» **ASSIGNED TASK**: In the records below, count every line containing "fabs". Reply with the number only.

━━━━━━━━━━━━━━━━━━━━━━━━━━━━━━

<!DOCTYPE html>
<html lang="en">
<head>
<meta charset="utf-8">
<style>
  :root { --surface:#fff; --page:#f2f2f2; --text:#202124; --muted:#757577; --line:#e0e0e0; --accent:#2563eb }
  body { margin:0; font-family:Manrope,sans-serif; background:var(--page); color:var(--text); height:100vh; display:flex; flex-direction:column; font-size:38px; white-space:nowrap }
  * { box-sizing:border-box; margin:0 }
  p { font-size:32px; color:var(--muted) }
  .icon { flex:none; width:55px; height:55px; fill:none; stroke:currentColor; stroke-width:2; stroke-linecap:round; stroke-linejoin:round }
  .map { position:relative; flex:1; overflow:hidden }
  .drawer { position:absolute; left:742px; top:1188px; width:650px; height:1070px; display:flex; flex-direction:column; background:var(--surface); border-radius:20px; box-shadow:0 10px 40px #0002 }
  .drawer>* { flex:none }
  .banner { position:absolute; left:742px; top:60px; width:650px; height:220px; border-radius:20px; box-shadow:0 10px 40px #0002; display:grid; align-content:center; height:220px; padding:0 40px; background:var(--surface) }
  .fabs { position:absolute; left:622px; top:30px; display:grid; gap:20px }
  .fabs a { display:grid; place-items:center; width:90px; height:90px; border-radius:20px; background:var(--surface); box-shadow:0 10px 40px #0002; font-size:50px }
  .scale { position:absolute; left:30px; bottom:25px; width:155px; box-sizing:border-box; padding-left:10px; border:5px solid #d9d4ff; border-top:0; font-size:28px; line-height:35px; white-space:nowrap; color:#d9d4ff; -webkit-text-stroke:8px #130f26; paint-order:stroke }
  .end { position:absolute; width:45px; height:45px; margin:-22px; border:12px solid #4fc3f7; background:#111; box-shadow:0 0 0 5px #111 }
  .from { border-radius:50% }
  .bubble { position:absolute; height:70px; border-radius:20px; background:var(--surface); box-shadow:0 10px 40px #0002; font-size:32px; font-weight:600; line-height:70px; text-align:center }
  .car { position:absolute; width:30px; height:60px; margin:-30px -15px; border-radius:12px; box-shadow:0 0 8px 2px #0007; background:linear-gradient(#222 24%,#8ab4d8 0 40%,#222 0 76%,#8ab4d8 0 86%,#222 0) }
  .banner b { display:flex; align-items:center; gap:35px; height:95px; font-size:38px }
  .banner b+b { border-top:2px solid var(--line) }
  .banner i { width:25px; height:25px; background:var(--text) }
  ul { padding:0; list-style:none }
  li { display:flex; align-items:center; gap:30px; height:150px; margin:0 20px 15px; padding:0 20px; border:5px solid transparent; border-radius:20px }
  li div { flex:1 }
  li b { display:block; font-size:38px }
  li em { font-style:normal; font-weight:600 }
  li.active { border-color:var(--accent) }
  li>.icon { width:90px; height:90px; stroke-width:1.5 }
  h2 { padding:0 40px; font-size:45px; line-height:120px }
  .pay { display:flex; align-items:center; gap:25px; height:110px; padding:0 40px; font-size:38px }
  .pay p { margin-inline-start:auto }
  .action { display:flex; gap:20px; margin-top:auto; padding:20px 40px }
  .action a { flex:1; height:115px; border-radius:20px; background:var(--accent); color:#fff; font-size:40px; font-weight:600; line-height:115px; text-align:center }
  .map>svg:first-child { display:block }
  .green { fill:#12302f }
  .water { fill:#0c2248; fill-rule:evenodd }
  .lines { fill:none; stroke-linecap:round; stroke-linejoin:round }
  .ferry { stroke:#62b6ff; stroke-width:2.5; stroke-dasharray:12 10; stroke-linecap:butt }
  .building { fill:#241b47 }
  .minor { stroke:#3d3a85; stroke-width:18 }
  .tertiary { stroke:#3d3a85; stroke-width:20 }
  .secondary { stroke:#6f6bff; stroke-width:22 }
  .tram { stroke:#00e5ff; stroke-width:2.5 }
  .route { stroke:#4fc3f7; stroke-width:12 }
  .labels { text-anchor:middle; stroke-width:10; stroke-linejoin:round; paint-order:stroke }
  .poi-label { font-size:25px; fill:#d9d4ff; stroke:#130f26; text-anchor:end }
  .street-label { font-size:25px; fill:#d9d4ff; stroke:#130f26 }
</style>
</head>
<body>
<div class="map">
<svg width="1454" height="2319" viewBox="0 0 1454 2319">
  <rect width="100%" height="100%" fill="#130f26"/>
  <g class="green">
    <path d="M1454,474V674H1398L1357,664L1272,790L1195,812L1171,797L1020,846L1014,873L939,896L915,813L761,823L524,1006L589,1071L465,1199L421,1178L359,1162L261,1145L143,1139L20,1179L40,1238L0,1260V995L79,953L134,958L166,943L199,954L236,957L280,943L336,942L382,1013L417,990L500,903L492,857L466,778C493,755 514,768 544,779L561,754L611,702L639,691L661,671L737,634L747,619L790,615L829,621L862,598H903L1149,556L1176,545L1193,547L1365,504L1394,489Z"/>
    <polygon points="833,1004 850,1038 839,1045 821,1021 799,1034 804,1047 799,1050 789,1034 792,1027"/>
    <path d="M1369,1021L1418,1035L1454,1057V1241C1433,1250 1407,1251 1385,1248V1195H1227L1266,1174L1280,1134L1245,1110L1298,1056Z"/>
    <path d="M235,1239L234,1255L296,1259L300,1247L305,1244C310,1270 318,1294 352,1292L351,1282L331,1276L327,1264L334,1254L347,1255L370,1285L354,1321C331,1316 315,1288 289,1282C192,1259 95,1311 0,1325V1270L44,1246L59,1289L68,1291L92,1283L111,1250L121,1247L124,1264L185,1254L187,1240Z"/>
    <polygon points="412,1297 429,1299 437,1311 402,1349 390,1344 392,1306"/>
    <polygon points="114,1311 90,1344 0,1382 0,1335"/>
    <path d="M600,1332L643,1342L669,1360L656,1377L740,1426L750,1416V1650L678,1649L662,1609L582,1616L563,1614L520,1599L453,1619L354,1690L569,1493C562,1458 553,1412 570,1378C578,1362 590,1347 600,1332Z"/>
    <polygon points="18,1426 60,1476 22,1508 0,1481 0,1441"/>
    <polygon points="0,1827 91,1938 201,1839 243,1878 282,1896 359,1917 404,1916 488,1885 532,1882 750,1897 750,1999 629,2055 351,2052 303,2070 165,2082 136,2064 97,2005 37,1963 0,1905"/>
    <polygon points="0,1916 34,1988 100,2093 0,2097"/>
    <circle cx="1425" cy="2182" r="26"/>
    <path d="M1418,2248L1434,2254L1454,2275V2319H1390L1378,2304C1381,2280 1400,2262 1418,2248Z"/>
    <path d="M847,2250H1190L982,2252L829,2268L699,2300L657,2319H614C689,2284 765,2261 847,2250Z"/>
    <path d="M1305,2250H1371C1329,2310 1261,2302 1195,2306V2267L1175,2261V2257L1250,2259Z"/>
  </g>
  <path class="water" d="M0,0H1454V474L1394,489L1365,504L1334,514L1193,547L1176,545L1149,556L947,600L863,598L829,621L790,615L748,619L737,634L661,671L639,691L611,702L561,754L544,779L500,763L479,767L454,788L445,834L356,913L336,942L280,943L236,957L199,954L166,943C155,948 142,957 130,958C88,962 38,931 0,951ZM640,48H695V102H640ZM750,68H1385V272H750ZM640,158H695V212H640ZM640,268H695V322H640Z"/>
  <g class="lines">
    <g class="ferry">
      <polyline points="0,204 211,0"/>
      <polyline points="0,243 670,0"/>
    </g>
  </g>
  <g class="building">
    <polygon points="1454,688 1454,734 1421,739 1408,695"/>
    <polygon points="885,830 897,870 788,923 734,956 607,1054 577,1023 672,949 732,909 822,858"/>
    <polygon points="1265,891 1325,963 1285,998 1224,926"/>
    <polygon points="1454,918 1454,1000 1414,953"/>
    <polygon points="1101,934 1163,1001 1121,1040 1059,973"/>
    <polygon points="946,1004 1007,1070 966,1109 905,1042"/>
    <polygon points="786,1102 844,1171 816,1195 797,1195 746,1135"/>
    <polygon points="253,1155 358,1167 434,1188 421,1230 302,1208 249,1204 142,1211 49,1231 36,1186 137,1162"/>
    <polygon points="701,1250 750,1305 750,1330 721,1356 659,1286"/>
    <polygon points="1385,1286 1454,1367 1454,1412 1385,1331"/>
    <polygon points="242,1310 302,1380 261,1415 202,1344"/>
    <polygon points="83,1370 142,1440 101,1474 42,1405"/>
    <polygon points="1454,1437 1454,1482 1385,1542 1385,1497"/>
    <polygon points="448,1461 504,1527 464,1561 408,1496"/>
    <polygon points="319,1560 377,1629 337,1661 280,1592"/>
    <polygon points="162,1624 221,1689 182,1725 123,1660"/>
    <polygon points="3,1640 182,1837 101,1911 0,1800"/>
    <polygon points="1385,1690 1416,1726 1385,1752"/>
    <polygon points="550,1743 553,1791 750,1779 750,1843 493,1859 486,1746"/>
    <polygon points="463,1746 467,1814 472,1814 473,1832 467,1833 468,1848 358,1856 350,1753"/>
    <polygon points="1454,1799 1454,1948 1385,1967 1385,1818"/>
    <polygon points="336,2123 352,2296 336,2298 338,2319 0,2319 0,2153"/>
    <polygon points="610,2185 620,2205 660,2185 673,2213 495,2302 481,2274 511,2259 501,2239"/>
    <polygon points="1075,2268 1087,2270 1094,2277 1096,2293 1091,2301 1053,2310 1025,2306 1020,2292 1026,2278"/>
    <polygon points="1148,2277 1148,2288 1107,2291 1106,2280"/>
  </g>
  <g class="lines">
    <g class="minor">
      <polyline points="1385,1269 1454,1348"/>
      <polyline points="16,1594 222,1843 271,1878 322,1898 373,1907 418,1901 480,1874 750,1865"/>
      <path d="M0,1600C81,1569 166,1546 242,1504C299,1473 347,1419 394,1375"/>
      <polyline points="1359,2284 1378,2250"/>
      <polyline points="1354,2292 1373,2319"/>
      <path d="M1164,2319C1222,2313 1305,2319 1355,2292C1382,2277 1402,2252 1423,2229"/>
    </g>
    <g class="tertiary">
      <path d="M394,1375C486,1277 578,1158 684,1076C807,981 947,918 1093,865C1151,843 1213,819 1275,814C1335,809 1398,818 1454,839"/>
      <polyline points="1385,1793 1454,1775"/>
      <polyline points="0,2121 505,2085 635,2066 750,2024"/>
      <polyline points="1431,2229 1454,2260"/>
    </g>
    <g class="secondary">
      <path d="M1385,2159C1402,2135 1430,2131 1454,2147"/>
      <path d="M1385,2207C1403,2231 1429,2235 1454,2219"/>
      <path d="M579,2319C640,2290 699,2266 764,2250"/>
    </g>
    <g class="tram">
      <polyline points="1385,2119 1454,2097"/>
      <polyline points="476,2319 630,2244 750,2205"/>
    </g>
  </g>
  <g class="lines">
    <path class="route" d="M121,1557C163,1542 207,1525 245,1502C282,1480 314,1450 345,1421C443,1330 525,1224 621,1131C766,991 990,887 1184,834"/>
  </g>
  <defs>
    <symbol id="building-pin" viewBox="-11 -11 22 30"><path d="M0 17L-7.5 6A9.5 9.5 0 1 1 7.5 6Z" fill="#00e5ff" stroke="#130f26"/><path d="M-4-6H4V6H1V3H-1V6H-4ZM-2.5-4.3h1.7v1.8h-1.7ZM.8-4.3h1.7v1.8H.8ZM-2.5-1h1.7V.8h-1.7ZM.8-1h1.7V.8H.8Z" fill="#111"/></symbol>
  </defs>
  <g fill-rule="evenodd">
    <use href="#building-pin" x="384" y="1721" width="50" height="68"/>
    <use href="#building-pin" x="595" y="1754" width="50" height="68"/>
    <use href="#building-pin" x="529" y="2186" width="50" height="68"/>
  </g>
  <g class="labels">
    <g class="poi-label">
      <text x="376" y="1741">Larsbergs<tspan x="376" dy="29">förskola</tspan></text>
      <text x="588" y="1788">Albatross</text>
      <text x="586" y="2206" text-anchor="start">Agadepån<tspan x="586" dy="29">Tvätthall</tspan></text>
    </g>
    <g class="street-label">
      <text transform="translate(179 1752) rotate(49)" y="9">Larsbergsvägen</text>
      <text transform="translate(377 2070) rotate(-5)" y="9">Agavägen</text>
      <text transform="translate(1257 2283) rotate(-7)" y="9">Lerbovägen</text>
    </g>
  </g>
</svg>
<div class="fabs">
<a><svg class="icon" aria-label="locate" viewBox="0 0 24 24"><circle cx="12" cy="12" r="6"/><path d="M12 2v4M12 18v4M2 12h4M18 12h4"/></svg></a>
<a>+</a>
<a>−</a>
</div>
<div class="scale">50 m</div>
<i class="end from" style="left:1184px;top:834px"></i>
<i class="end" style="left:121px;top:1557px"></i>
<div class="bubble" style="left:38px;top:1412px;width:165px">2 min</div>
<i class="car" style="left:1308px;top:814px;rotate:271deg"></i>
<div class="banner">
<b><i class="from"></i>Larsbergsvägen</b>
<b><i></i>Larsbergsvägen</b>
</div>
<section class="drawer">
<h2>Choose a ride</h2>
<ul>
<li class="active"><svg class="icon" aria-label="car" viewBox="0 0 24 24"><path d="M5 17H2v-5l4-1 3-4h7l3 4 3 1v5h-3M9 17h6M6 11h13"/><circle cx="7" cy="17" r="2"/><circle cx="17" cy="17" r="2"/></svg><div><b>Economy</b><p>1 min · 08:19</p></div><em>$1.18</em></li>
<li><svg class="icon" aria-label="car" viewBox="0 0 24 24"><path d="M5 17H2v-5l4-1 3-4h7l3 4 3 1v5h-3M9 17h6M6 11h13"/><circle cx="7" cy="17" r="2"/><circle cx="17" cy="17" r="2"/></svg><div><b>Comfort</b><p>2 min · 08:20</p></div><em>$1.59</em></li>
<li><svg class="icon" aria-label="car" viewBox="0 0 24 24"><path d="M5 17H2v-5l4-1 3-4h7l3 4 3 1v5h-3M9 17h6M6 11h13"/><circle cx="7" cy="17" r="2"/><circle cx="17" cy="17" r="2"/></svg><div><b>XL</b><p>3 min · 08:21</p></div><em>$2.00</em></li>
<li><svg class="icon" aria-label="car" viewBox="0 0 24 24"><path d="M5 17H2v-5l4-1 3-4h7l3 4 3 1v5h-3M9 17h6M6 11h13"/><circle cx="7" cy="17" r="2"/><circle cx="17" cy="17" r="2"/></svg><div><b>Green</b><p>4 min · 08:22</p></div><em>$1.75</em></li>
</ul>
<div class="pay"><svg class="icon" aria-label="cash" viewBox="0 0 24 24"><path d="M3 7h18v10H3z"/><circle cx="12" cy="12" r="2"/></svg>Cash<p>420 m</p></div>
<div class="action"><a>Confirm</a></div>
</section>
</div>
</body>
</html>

━━━━━━━━━━━━━━━━━━━━━━━━━━━━━━

» **YOUR SOLUTION**: 3